My great grandparents now had everything they needed to plant their first crop.  Lorenz seeded 20 acres of wheat and eight acres of flax, then placed their fate in Mother-Nature’s unpredictable hands.  They had no feed for the horses so they picked whatever native grass they could find in the pasture; and until the harvest, Lorenz and Katherine lived on bread, tea and one can of cream.  Yet, the hardest work still lay ahead of them. 

I am in awe of their willingness to work through hardships and unexpected setbacks in their quest for freedom.  Though their story sometimes reads like a comedy of errors, their faith kept them going.  The summer of 1901 was spent building a small barn of sod, but just as the barn was completed, one side caved in.  With the help of neighbors, it was rebuilt.  Next, a neighbor’s calf fell into the Engelhardt’s cellar and destroyed what was left of their only can of cream.  Katherine was still cleaning the mess in the cellar when their only pig got his head stuck in the empty cream can and suffocated.

I wonder if they laughed or cried.   

They built their own home of sod and bricks made of clay before North Dakota’s cold winter set in, but not until they realized that their first harvest was going to be poor.  Of the 28 planted acres, the harvest was only about 50 bushels.  The wheat had to be kept for seed and the flax was sold for about $30.00, enough to purchase supplies for the winter. 

As well as farming, Lorenz also worked for the railroad while the rails were being laid near Venturia.  For $2.50 a day, Lorenz walked to the work site in the morning, and walked home at night to be with his wife.   
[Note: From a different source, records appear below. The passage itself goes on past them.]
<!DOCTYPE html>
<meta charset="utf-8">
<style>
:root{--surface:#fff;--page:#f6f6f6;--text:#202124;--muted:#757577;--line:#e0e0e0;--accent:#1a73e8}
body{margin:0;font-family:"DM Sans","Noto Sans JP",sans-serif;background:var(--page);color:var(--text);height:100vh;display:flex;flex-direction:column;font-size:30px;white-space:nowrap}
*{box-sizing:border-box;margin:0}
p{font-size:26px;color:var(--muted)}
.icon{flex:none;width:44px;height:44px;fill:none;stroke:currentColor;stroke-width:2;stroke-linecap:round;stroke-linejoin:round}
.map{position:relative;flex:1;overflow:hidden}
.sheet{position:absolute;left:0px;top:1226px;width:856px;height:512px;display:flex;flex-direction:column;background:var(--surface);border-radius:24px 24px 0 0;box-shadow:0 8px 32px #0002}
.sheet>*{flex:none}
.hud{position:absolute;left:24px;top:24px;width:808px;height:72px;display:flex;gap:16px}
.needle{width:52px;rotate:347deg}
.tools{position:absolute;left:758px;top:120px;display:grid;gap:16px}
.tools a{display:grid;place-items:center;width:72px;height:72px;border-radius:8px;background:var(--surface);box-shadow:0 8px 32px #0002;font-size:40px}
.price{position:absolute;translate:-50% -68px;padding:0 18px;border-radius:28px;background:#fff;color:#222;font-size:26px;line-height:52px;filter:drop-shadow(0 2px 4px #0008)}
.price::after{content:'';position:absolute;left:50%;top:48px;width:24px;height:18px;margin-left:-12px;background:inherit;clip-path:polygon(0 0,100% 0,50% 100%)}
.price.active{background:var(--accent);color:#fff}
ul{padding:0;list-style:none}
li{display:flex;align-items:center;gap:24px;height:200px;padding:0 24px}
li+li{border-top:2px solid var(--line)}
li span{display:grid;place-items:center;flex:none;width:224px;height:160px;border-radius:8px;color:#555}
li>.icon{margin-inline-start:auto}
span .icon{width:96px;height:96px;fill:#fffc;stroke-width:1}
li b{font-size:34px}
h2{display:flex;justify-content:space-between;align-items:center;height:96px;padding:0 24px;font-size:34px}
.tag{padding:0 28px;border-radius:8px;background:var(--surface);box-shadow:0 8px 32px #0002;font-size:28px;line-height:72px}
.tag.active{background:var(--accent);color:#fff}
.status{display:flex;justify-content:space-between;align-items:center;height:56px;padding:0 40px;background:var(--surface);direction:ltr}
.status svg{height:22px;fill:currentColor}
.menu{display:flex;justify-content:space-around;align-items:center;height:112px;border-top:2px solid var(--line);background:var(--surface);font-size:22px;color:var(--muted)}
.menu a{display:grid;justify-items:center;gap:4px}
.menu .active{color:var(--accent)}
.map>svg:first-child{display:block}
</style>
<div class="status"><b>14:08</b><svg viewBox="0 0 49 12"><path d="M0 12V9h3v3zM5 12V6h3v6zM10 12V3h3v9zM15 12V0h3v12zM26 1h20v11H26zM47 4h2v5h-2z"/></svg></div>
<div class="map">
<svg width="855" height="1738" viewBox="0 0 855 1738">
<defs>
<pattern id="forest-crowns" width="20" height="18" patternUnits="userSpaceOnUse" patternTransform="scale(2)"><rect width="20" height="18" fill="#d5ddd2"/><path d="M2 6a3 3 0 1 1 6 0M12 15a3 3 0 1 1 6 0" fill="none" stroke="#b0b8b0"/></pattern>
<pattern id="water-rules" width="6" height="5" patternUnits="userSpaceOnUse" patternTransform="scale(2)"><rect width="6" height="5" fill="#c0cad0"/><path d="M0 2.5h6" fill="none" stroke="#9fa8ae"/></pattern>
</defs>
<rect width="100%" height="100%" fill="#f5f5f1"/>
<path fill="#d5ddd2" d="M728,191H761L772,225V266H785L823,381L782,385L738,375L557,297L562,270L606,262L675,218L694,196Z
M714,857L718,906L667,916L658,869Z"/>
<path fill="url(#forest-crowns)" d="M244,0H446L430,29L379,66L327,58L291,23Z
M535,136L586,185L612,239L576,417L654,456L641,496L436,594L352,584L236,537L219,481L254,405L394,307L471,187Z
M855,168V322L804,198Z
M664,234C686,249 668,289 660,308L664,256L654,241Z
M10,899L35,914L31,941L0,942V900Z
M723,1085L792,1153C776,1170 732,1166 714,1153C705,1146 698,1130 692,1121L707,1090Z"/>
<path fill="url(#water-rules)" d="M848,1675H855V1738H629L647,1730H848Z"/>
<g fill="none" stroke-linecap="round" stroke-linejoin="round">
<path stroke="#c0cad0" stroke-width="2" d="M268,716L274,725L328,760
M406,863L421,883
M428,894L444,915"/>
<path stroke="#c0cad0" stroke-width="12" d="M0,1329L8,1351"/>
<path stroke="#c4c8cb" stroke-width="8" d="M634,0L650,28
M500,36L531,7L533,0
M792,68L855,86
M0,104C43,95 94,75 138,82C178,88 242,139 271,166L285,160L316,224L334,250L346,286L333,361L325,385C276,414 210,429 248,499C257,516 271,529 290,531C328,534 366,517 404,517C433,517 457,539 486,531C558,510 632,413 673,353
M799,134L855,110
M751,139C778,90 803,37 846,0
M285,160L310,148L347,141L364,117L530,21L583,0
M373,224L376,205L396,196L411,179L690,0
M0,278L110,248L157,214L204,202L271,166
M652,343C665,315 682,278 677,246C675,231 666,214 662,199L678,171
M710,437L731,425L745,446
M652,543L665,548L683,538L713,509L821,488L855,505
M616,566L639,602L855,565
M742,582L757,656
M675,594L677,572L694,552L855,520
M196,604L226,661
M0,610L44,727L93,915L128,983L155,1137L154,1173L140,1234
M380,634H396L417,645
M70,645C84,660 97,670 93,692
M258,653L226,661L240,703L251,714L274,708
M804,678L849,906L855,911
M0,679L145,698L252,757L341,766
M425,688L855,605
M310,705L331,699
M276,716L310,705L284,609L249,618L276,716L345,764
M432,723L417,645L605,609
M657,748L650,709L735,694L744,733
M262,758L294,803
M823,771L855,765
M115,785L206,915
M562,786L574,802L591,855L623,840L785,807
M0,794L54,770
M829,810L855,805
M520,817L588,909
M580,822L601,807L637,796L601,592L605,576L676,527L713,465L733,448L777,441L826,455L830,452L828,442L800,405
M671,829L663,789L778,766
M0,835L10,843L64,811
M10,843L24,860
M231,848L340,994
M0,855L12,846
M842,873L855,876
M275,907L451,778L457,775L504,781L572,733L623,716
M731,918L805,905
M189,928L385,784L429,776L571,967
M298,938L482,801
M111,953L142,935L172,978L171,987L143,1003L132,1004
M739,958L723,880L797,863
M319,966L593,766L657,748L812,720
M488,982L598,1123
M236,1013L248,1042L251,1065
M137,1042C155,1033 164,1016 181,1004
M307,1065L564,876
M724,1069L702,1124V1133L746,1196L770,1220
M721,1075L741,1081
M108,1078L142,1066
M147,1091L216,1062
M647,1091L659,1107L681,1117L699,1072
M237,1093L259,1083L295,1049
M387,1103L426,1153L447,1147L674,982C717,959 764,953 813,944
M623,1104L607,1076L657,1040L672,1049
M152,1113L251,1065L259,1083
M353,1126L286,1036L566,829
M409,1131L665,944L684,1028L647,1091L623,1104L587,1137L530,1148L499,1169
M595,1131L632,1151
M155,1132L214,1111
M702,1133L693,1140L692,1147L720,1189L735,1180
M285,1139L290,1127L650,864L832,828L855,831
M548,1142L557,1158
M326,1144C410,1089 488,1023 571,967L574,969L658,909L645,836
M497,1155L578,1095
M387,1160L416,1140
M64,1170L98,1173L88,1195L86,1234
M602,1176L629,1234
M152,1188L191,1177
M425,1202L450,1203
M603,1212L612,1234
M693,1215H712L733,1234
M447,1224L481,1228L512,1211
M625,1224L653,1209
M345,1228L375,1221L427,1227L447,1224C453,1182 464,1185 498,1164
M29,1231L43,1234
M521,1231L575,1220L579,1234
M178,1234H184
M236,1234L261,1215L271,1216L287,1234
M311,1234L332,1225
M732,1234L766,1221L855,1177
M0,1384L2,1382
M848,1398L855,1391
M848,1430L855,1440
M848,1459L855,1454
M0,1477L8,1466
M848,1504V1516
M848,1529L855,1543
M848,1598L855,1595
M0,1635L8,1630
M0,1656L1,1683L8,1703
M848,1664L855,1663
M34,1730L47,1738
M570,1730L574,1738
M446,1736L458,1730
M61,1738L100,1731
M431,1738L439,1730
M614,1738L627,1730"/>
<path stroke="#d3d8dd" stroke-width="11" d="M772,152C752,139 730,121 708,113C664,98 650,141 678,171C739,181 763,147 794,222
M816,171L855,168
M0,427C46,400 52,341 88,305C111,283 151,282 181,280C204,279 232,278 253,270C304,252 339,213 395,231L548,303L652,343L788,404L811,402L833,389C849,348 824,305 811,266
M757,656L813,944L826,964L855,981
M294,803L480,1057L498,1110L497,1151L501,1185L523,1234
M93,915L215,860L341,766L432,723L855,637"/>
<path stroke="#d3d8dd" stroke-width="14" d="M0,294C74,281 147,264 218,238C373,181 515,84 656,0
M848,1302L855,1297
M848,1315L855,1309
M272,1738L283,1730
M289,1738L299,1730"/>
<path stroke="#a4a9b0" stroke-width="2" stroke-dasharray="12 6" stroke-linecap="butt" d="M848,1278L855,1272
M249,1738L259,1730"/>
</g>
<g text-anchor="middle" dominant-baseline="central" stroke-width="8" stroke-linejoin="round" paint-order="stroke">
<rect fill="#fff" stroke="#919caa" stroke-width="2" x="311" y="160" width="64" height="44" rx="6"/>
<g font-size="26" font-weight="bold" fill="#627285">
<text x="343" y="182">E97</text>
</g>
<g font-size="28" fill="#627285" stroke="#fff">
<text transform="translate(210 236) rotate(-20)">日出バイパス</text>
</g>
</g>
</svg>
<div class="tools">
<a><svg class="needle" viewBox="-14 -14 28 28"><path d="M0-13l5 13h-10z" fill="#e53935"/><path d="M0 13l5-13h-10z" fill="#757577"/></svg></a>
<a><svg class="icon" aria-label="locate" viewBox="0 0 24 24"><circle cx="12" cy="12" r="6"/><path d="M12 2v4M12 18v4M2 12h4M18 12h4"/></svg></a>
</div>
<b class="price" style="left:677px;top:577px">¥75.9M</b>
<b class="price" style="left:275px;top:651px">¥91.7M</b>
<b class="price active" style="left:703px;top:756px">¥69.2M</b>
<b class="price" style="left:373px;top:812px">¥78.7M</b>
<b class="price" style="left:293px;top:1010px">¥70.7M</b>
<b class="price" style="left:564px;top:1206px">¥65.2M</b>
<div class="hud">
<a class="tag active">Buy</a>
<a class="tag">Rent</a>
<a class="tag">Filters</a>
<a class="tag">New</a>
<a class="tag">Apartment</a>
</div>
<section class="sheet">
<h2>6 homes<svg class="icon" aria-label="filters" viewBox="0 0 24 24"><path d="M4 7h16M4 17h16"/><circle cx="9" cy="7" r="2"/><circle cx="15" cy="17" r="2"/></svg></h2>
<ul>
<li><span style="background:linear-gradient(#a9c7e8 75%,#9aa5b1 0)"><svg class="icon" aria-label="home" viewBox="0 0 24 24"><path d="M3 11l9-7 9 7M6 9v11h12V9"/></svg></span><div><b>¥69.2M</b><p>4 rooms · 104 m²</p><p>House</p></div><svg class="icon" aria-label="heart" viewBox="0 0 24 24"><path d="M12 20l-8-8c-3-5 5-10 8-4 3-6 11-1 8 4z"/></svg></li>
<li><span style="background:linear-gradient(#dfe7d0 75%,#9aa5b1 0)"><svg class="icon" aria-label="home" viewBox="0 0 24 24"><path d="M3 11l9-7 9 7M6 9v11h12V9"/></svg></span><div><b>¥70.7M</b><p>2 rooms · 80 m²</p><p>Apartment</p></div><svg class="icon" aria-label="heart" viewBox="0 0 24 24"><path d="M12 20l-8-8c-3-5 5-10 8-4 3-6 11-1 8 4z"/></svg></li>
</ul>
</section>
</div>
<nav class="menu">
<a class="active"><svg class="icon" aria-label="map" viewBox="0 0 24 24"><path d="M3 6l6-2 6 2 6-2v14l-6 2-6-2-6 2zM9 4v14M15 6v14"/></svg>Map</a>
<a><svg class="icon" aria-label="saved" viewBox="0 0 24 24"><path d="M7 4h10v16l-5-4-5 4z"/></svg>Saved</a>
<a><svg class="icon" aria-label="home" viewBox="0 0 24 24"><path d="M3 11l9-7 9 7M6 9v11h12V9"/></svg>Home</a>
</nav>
It was a lonely time, and they were homesick for family.  Lorenz left behind his mother, two brothers and a sister in Russia.  He would later receive news that his older brother Franz was killed by Russian soldiers and his eldest sister died during the birth of her first child.  His other brother Jacob had four children but research has never given us any proof that any of them ever made it to America.    

The two of them were the only family they had until they started their own family of 12.  Two of their children died as infants but the remaining 10 all lived long into adulthood.  My grandfather Joseph Engelhardt is the youngest, and unbelievably, is the only child who spells his last name the same as his parents.  The older children were all taught by teachers to spell their last name without the ‘d’ - Engelhart.   

My grandpa says it doesn’t really matter that his brothers and sisters spell their name differently because no one really knows how the true German to English translation should be.  After all, my great grandfather spelled his name the way he did because the clerk who was working at the Port of New York the day he arrived in America translated it that way.   

No matter how you spell the name, Lorenz and Katherine’s story will live forever.  Though only four of their children are alive today, their descendents cover the country and include 54 grandchildren and 119 great grandchildren.  There are over 200 great-great grandchildren, and that generation has just begun.  

My story, this story, ends as it should, on their first 4th of July together.  Katherine sold a small ball of butter for .35.  With those few coins, she bought coffee, matches and a small gift for her husband - some tobacco; a luxury he hadn’t had since he came to America.          

And they celebrated being free.  

BIBLIOGRAPHY    

Venturia’s Golden Jubilee Book, 1951. 

Katherine Engelhardt’s obituary, Aberdeen American News, Sunday, June 17, 1956.

Lorenz Engelhardt’s obituary, Aberdeen American News, Tuesday, June 7th 1966. 

Engelhardt Genealogy Book, researched and compiled by my grandparents, Joseph J and Ida M. Engelhardt.
 

This essay is copyrighted and no parts of it shall be used by others in any form without permission of the author.